包厢内是传统的圆桌,因为人不少的缘故,居然也就是堪堪坐下。

枣芩右边是褚风,他们一进来就坐在了一起,枣芩有些局促挨着褚风。他左边的位置是空的,似乎不太受欢迎。他们一个个落座,就剩下了宋呈和那个消毒水味的青年。

枣芩感觉不太妙,想叫一下对方,又不知道他叫什么,口罩下的嘴巴张了张又合上。

下一秒,那青年就走去枣芩斜对面的空位置坐下,宋呈就只剩下了枣芩左侧的座位。

枣芩:……

菜都还没上,从他们插科打诨的对话中,枣芩知道他们刚开完会,便顺路一起来吃饭。

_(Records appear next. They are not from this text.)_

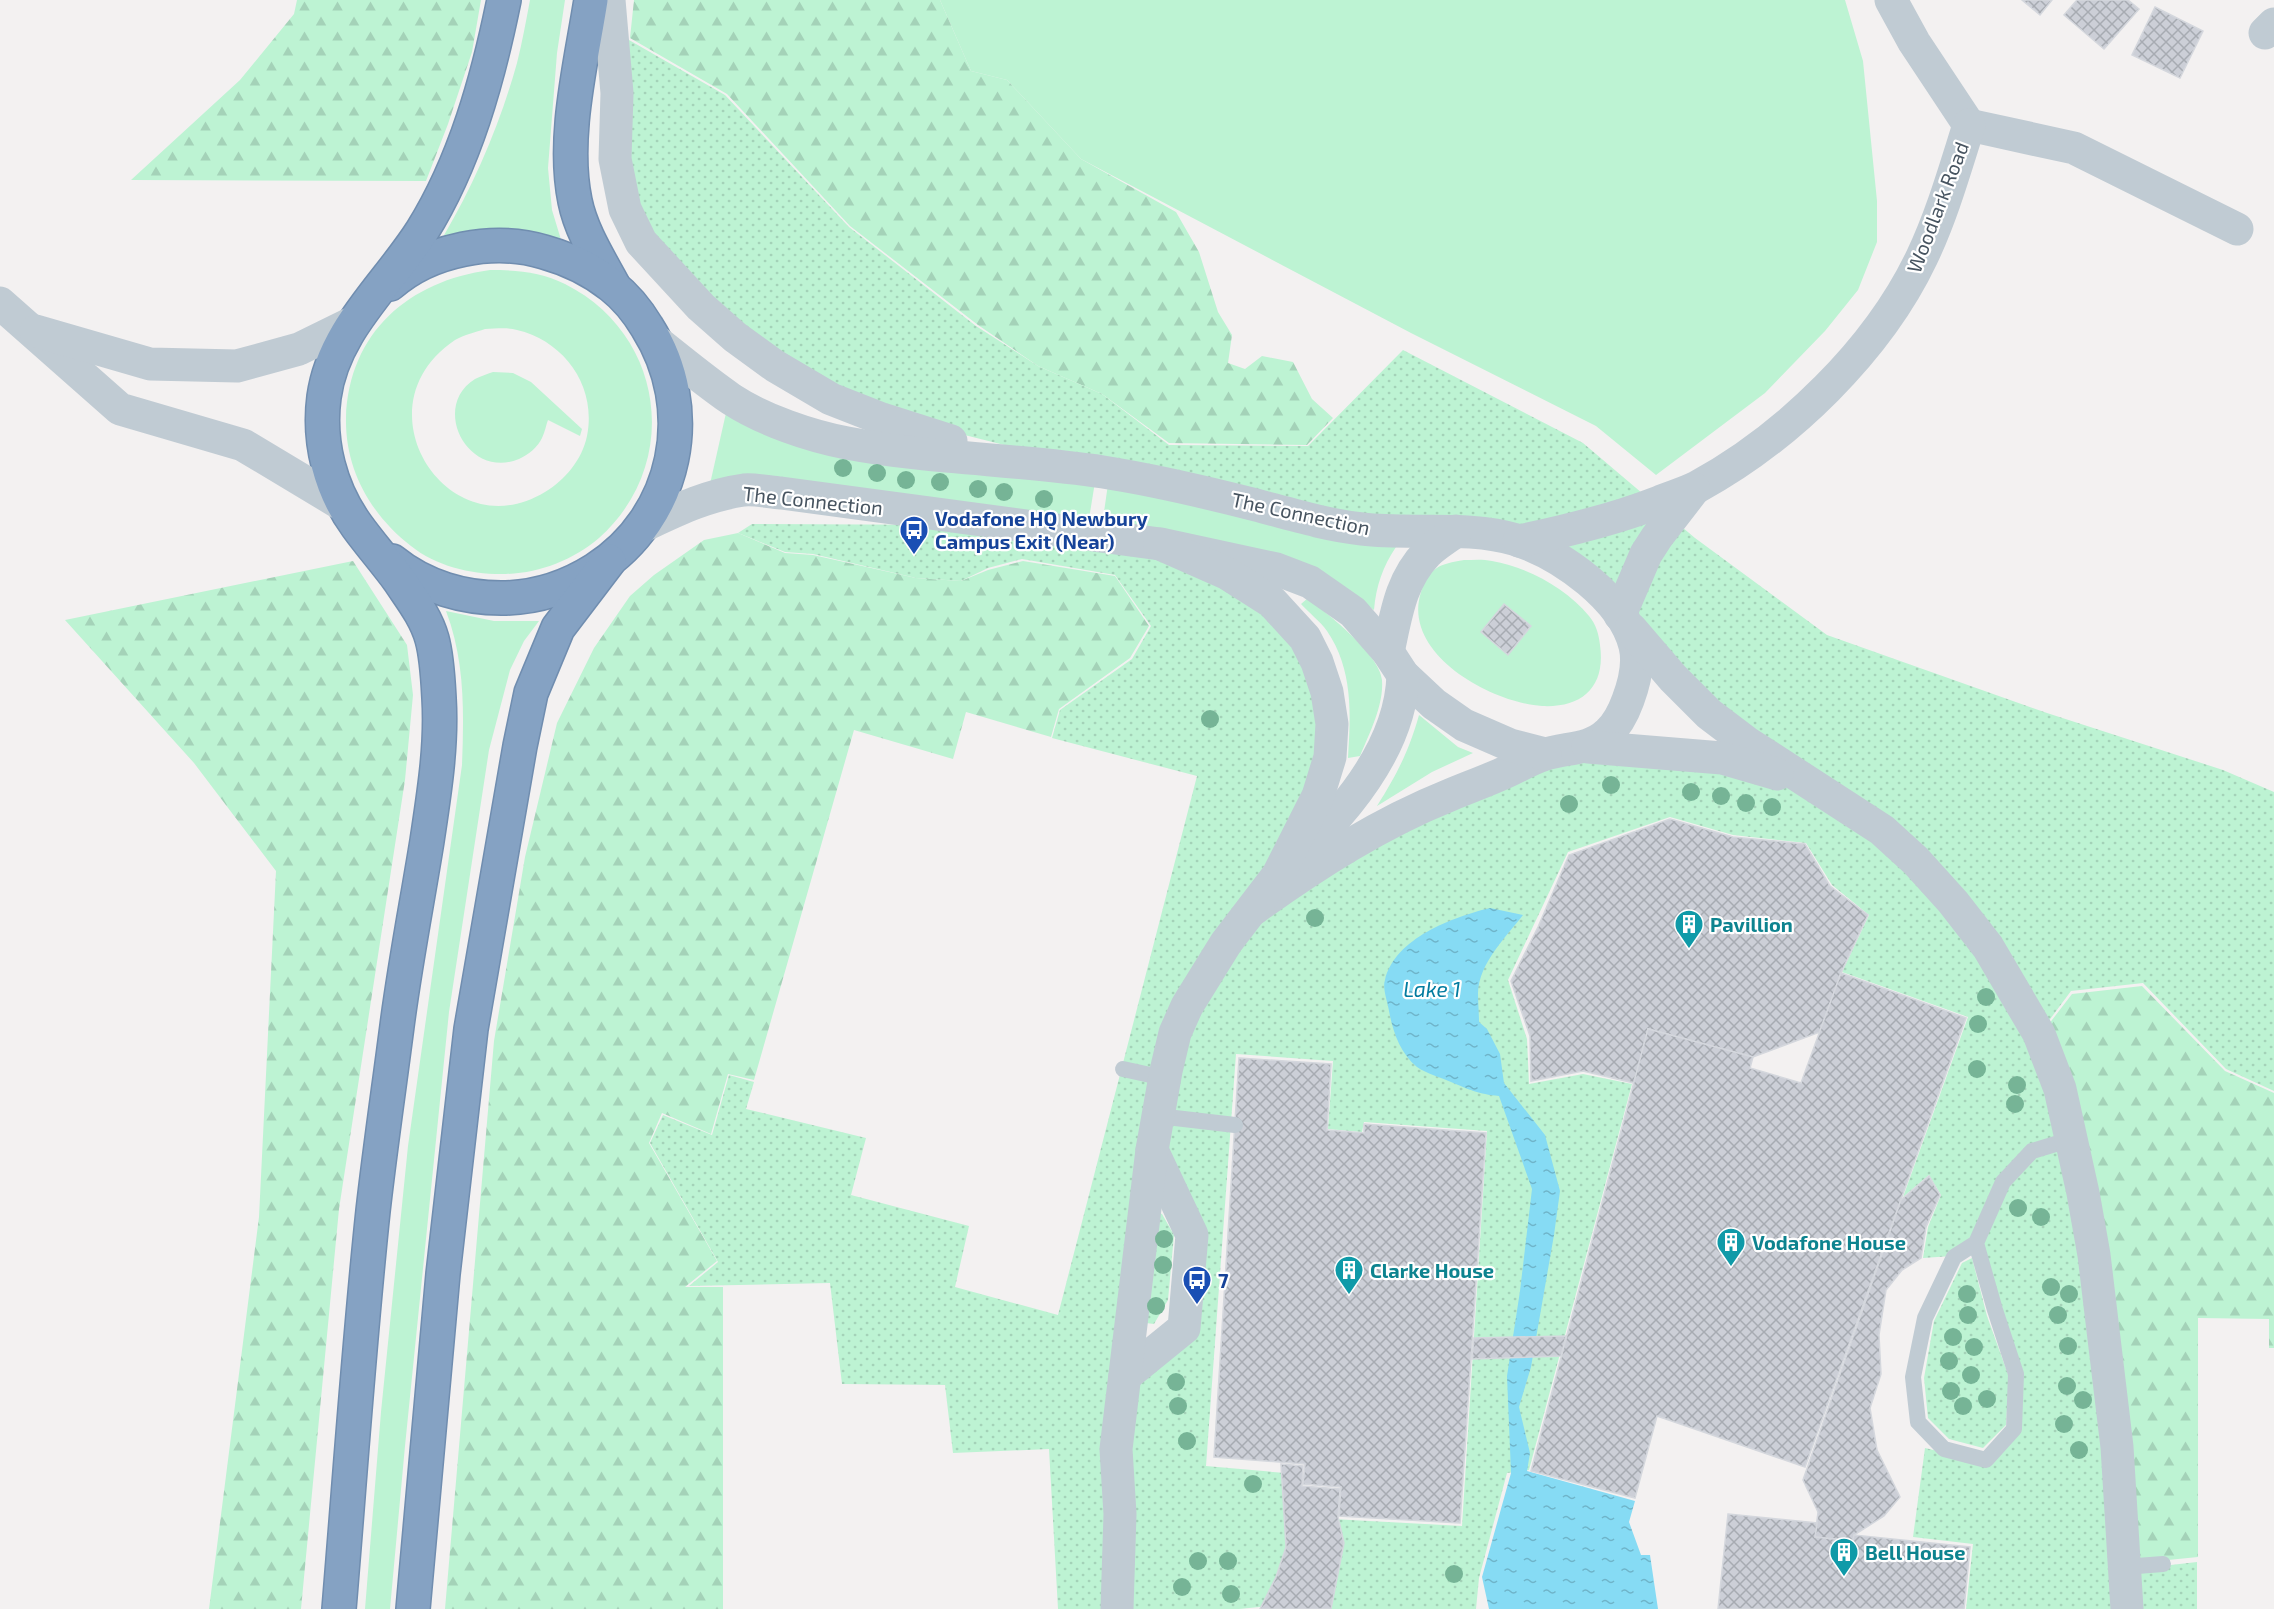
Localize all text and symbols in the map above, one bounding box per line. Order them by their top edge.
street label: Woodlark Road [1901,138,1973,276]
street label: The Connection [742,481,884,519]
street label: The Connection [1230,487,1372,539]
place label: Vodafone HQ Newbury Campus Exit (Near) [935,506,1148,553]
bus stop icon: Vodafone HQ Newbury Campus Exit (Near) [898,514,930,556]
building icon: Pavillion [1673,908,1705,950]
place label: Pavillion [1710,912,1793,936]
water label: Lake 1 [1403,976,1461,1001]
building icon: Vodafone House [1715,1226,1747,1268]
place label: Vodafone House [1752,1230,1906,1254]
building icon: Clarke House [1333,1254,1365,1296]
place label: Clarke House [1370,1258,1494,1282]
bus stop icon: 7 [1181,1264,1213,1306]
place label: 7 [1218,1268,1229,1292]
building icon: Bell House [1828,1536,1860,1578]
place label: Bell House [1865,1540,1965,1564]

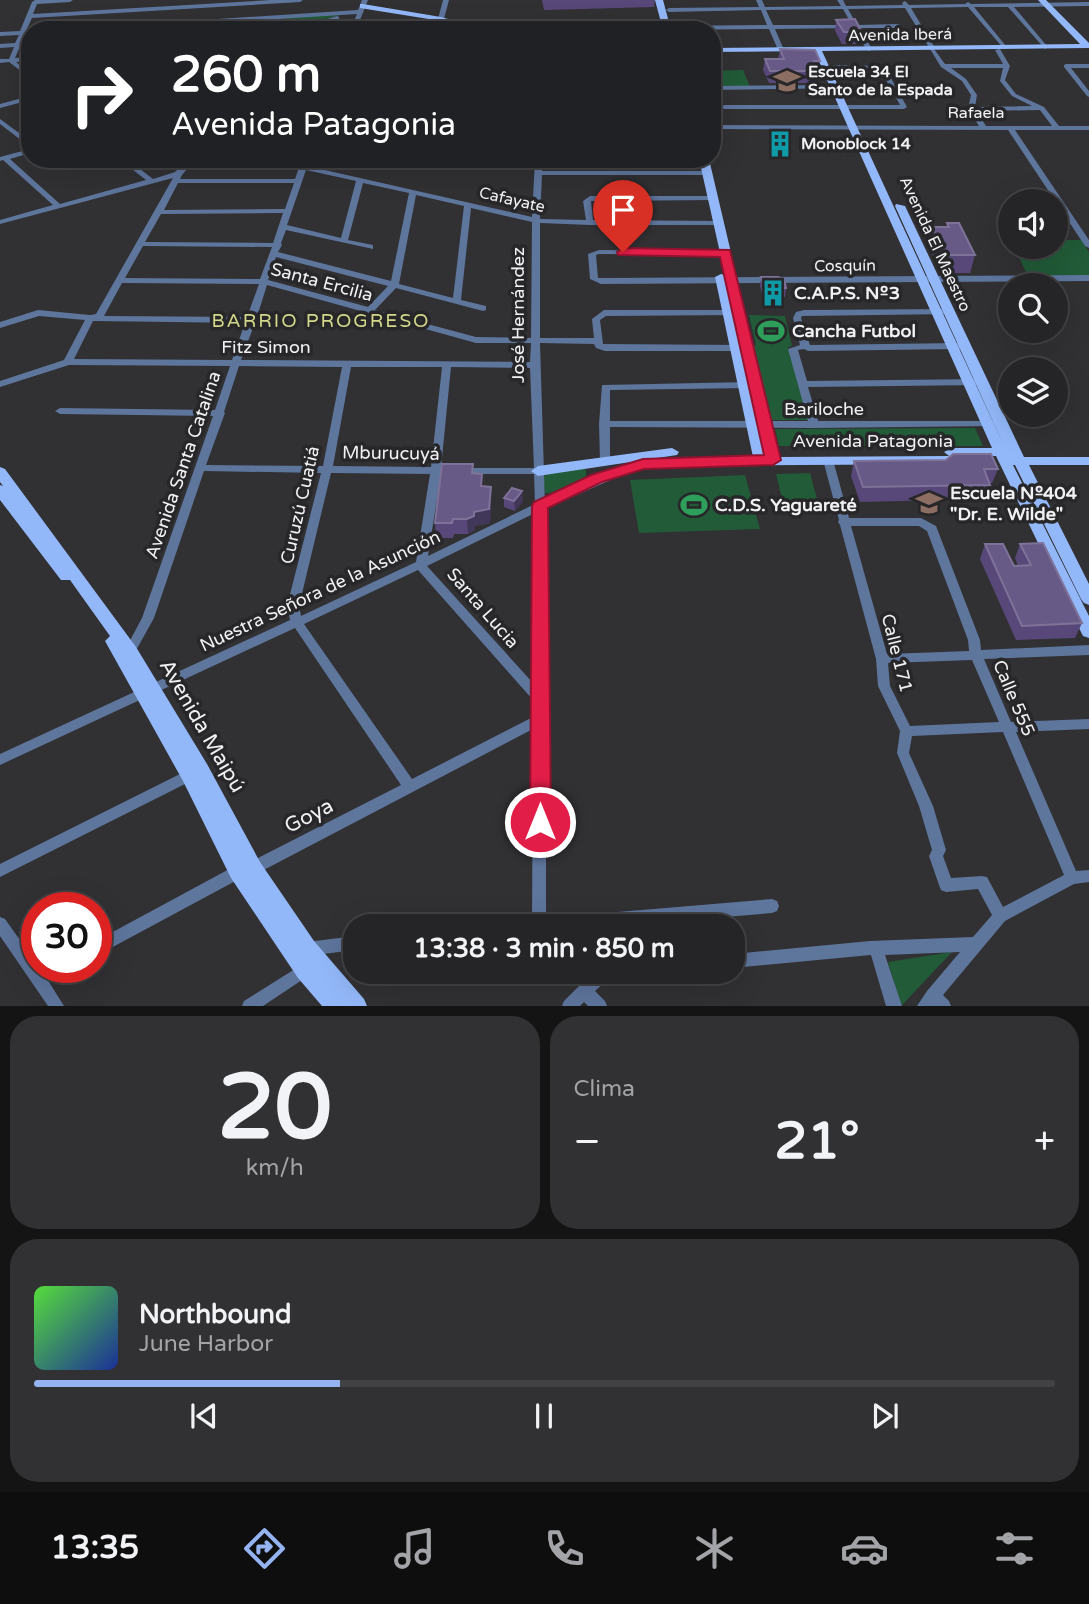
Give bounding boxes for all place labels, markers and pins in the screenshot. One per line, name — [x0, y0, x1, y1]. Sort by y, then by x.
place label: Escuela 34 El Santo de la Espada — [808, 62, 953, 100]
school or university icon: Escuela 34 El Santo de la Espada — [772, 66, 802, 96]
building icon: Monoblock 14 — [765, 129, 795, 159]
place label: Monoblock 14 — [801, 134, 911, 154]
pin — [593, 180, 653, 252]
building icon: C.A.P.S. Nº3 — [758, 278, 788, 308]
place label: C.A.P.S. Nº3 — [794, 282, 900, 304]
sports icon: Cancha Futbol — [756, 316, 786, 346]
place label: Cancha Futbol — [792, 320, 916, 342]
place label: Escuela Nº404 "Dr. E. Wilde" — [950, 482, 1078, 525]
school or university icon: Escuela Nº404 "Dr. E. Wilde" — [914, 488, 944, 518]
sports icon: C.D.S. Yaguareté — [679, 490, 709, 520]
place label: C.D.S. Yaguareté — [715, 494, 857, 516]

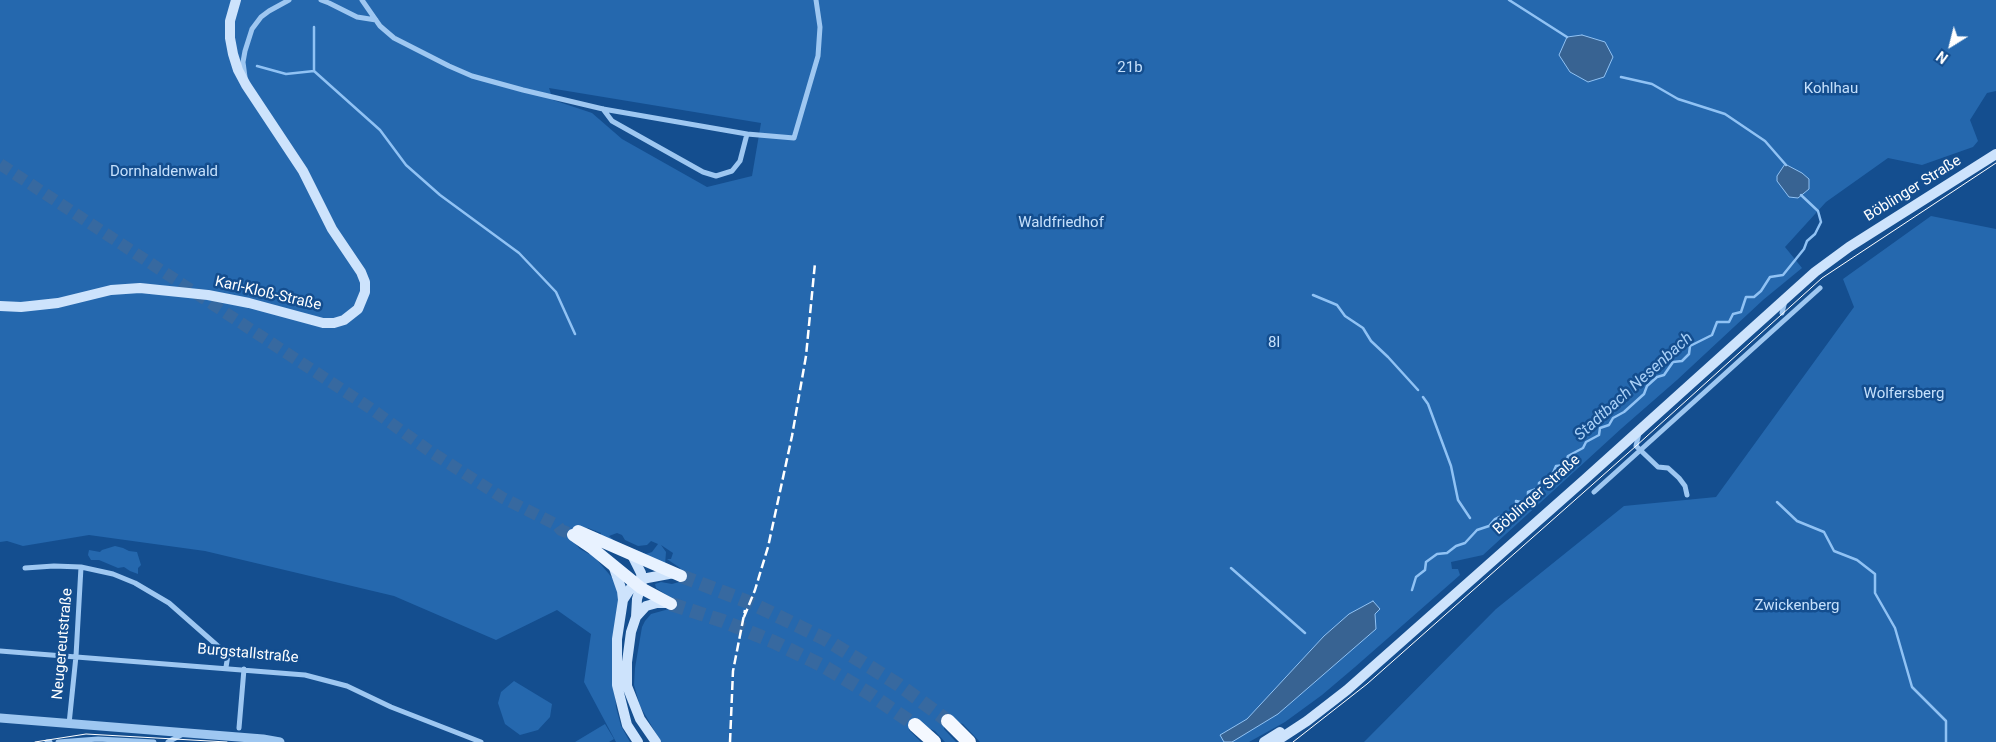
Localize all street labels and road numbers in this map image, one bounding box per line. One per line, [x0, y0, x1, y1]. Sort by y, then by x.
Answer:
street label: Böblinger Straße [1861, 152, 1965, 226]
street label: Karl-Kloß-Straße [213, 273, 323, 315]
street label: Böblinger Straße [1490, 451, 1584, 539]
street label: Neugereutstraße [49, 588, 77, 700]
street label: Burgstallstraße [197, 641, 299, 667]

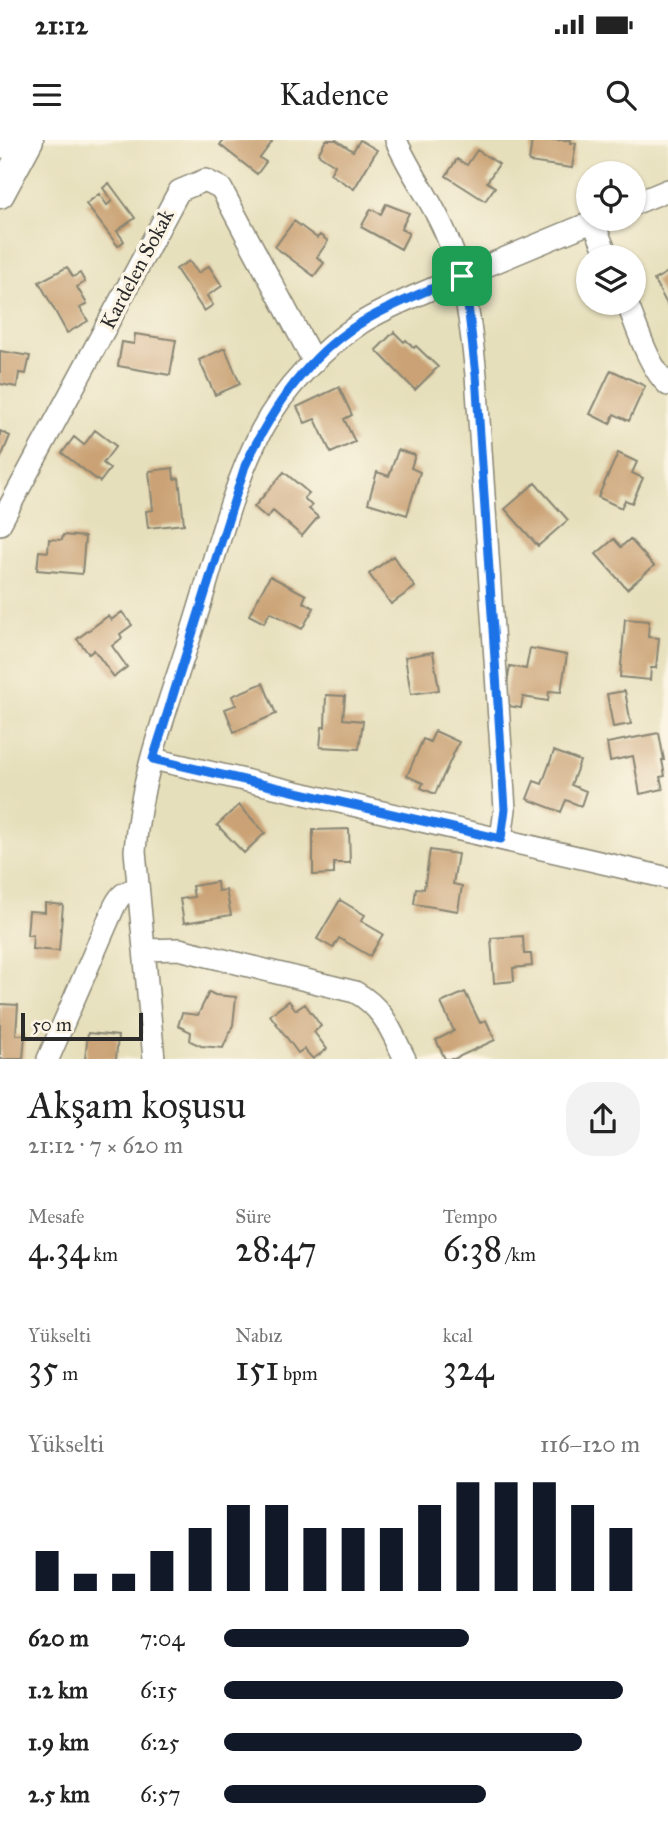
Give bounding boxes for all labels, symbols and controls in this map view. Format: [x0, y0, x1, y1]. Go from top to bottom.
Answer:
text: 21:12 [35, 9, 88, 41]
text: Kadence [279, 75, 389, 114]
icon: menu [28, 76, 66, 114]
icon: search [602, 76, 640, 114]
map controls [576, 161, 646, 315]
button: locate [576, 161, 646, 231]
street label: Kardelen Sokak [94, 204, 180, 333]
button: layers [576, 245, 646, 315]
pin [432, 246, 492, 306]
icon: arrive [443, 257, 481, 295]
scale bar [21, 1010, 144, 1042]
text: 50 m [32, 1013, 72, 1036]
text: Akşam koşusu [28, 1082, 246, 1128]
button: share [566, 1082, 640, 1156]
text: 21:12 · 7 × 620 m [28, 1131, 183, 1159]
text: Mesafe [28, 1205, 84, 1228]
text: Süre [235, 1205, 271, 1228]
text: Tempo [443, 1205, 497, 1228]
text: 4.34 [28, 1228, 89, 1271]
text: 28:47 [235, 1228, 317, 1271]
text: 6:38 [443, 1228, 502, 1271]
text: km [89, 1243, 118, 1266]
text: /km [502, 1243, 536, 1266]
text: Yükselti [28, 1324, 91, 1347]
text: Nabız [235, 1324, 282, 1347]
text: kcal [443, 1324, 473, 1347]
text: 35 [28, 1347, 58, 1390]
text: 151 [235, 1347, 279, 1390]
text: 324 [443, 1347, 493, 1390]
text: m [58, 1362, 78, 1385]
text: bpm [279, 1362, 318, 1385]
text: Yükselti [28, 1430, 104, 1458]
text: 116–120 m [540, 1430, 640, 1458]
text: 620 m [28, 1624, 89, 1652]
text: 7:04 [140, 1624, 184, 1652]
text: 1.2 km [28, 1676, 88, 1704]
text: 6:15 [140, 1676, 177, 1704]
text: 1.9 km [28, 1728, 89, 1756]
text: 6:25 [140, 1728, 179, 1756]
text: 2.5 km [28, 1780, 90, 1808]
text: 6:57 [140, 1780, 181, 1808]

对面认识枣芩的那个青年叫江士修,和他是同一个学校的,在学校里也算知名。

菜接连不断上了,摆了一大桌。枣芩才想起来解开围巾和口罩,褚风自然伸手接过,随手放到一旁去。

转个头的功夫,一个个都明里暗里盯上了枣芩。

枣芩睫毛垂着,手指拿起筷子,就近夹了一块豆腐放在自己碗里,不知道自己脸上被口罩和围巾闷得微红,嘴唇更是……

枣芩张着嘴要吃那块豆腐,察觉到大家的视线,又放下,“呃、怎么了?”

隔得老远,江士修黑框眼镜下的眼睛眯起来,平静陈述:“你的嘴,有点肿。”

枣芩睁大眼睛,下意识抿住唇,转向褚风。

褚风说了今天就不会难受了,他确实不疼,可他早上没仔细看镜子,不知道还肿着。

褚风心情好了很多,眉梢挑了下。枣芩转向他的动作太过自然亲近,谁都会知道这是他留下的痕迹。

他凑近看了下,手放在枣芩肩头上,用手指轻轻碰了碰,旁若无人问:“还疼不疼了?”

“不疼…”枣芩闷闷说。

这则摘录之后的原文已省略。